La fixation des cations sur le sol explique que la plupart des métaux (cuivre des traitements fongicides, plomb de l’essence, césium des explosions atomiques), qui sont le plus souvent sous forme de cations en solution, s’accumulent dans les premiers centimètres du sol. Ils ne polluent donc pas les nappes phréatiques, mais sont très sensibles à l’érosion qui peut les transférer rapidement latéralement, en particulier dans les cours d’eau. Par ailleurs le pouvoir épurateur des sols atteint sa limite lorsque les sites d’échange sont saturés (ceci peut être montré expérimentalement en utilisant l’expérience décrite précédemment).
 
Les anions (nitrate, sulfate, chlorure, éosine) ne sont pas fixés par les sols. Ils migrent vers les nappes phréatiques avec l’eau de drainage s’ils ne sont pas interceptés par les racines des végétaux.
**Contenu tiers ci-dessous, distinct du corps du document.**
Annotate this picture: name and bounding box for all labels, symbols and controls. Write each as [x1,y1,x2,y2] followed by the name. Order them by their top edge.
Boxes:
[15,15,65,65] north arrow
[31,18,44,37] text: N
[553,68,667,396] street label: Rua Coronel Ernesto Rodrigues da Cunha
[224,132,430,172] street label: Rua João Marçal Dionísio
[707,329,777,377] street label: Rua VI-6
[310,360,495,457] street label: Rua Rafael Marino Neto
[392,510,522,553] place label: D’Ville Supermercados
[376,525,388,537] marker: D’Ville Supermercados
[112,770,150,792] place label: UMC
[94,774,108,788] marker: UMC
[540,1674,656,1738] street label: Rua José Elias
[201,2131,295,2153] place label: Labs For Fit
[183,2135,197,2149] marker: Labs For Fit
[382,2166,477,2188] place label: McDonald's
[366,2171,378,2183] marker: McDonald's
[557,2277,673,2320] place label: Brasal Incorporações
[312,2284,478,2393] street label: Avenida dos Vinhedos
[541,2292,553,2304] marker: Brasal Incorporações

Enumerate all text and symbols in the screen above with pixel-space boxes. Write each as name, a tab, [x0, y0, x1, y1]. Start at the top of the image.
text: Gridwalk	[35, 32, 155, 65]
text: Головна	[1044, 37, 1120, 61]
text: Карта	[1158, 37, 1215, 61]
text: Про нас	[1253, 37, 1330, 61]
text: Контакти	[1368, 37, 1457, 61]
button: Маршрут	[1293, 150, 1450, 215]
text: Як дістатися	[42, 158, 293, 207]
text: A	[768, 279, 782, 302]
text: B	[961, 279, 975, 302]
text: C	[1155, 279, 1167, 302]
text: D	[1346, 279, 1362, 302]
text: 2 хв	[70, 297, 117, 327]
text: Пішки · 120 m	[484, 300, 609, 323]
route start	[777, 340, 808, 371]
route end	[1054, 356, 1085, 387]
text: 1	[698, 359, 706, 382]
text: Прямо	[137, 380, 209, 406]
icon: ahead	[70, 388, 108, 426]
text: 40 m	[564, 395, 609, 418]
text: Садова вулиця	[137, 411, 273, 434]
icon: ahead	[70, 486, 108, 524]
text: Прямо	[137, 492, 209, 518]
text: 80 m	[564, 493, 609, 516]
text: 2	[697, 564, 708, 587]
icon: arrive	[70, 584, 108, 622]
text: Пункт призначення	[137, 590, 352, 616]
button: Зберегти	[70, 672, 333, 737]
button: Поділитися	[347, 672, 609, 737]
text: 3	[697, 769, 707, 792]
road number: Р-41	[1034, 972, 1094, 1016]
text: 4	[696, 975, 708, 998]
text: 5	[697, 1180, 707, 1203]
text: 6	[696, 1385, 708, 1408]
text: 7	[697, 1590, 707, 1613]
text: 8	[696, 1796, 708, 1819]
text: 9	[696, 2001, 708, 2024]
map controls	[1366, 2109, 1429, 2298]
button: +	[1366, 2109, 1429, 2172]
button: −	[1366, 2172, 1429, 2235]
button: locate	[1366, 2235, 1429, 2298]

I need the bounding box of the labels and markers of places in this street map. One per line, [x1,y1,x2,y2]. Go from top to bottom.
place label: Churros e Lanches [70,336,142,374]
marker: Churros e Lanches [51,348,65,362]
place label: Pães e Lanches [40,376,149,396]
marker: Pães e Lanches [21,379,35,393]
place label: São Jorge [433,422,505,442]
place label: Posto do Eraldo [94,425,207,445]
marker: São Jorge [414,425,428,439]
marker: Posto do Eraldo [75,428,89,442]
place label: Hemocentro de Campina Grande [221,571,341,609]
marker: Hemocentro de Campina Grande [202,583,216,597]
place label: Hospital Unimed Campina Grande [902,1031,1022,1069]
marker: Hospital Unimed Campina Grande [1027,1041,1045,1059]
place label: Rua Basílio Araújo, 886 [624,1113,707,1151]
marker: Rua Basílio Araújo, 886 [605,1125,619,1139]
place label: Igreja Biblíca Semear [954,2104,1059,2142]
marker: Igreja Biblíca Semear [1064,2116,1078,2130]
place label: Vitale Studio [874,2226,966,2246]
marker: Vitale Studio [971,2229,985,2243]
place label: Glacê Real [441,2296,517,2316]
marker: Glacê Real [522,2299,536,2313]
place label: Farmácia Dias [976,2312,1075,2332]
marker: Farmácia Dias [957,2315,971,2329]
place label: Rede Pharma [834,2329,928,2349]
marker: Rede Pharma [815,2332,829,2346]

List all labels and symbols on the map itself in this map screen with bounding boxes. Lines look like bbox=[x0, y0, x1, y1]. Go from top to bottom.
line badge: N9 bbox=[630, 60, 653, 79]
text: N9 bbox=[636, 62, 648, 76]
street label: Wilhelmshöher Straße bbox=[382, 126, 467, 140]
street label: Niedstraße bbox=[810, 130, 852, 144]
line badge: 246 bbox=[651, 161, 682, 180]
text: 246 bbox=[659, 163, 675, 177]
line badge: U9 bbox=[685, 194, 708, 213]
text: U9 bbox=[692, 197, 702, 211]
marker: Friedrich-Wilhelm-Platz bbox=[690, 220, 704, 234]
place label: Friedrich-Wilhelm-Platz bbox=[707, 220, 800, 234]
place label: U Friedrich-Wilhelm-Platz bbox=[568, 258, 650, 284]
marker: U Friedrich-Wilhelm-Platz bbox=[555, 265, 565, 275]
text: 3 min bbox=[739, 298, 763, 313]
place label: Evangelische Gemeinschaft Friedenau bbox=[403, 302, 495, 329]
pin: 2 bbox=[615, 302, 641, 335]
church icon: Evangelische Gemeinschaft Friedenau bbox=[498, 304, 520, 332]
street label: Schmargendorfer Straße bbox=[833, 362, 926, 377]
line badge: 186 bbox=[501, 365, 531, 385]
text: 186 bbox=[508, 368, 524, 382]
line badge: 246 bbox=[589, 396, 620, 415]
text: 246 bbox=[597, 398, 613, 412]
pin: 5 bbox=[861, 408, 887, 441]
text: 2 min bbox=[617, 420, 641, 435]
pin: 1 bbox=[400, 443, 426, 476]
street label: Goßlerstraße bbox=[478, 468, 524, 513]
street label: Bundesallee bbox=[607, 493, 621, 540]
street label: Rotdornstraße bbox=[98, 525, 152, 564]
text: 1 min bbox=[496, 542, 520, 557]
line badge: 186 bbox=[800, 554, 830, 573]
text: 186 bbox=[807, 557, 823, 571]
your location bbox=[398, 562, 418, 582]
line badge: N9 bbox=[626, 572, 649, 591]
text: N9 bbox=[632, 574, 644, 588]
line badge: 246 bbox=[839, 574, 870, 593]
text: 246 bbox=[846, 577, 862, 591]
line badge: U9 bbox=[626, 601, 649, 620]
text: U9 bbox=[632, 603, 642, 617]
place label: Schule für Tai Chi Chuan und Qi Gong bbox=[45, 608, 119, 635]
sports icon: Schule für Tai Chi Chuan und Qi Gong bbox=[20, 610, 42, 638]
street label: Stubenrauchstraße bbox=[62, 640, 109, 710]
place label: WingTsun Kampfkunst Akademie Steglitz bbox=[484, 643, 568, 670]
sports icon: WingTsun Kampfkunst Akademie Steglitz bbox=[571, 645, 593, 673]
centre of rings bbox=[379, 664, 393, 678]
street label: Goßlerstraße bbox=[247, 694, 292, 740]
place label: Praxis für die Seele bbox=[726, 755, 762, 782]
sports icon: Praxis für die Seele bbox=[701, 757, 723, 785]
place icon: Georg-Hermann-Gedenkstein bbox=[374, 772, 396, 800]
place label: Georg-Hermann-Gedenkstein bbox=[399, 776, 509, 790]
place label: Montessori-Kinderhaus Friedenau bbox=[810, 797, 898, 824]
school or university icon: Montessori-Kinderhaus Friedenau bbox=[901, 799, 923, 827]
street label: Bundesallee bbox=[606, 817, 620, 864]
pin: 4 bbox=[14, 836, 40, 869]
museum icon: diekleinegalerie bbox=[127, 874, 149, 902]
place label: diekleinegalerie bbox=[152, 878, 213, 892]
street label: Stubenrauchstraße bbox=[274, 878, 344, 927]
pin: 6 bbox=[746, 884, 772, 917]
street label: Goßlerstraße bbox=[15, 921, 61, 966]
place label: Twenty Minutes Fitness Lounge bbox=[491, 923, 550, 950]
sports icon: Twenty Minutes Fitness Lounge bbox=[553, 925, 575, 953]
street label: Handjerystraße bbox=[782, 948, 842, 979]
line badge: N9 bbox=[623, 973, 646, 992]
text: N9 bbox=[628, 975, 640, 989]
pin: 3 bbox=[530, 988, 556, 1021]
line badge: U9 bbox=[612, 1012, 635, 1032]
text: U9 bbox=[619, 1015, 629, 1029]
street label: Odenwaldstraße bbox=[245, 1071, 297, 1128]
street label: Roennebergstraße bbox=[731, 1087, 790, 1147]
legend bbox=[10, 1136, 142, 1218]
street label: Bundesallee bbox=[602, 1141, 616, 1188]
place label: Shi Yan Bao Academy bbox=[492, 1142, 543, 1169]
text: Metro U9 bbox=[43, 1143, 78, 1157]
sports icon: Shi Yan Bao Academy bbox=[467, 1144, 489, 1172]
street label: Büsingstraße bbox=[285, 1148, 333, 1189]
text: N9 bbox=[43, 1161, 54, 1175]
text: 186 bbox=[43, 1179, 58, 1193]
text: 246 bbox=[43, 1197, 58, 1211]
Il est donc important de ne pas apporter plus d’azote aux plantes que ce qu’elles utilisent afin d’éviter la pollution des nappes phréatiques par le nitrate.
 
Le charbon actif, ou noir de carbone, fixe très fortement les composés organiques qui donnent de mauvais goûts ou mauvaises odeurs à l’eau. Sa surface réactive est extrêmement élevée (500 à 1300 m2.g-1), car les grains de charbons sont rendus poreux par traitement. Il est très fréquemment utilisé dans les dispositifs de traitement d’eau potable.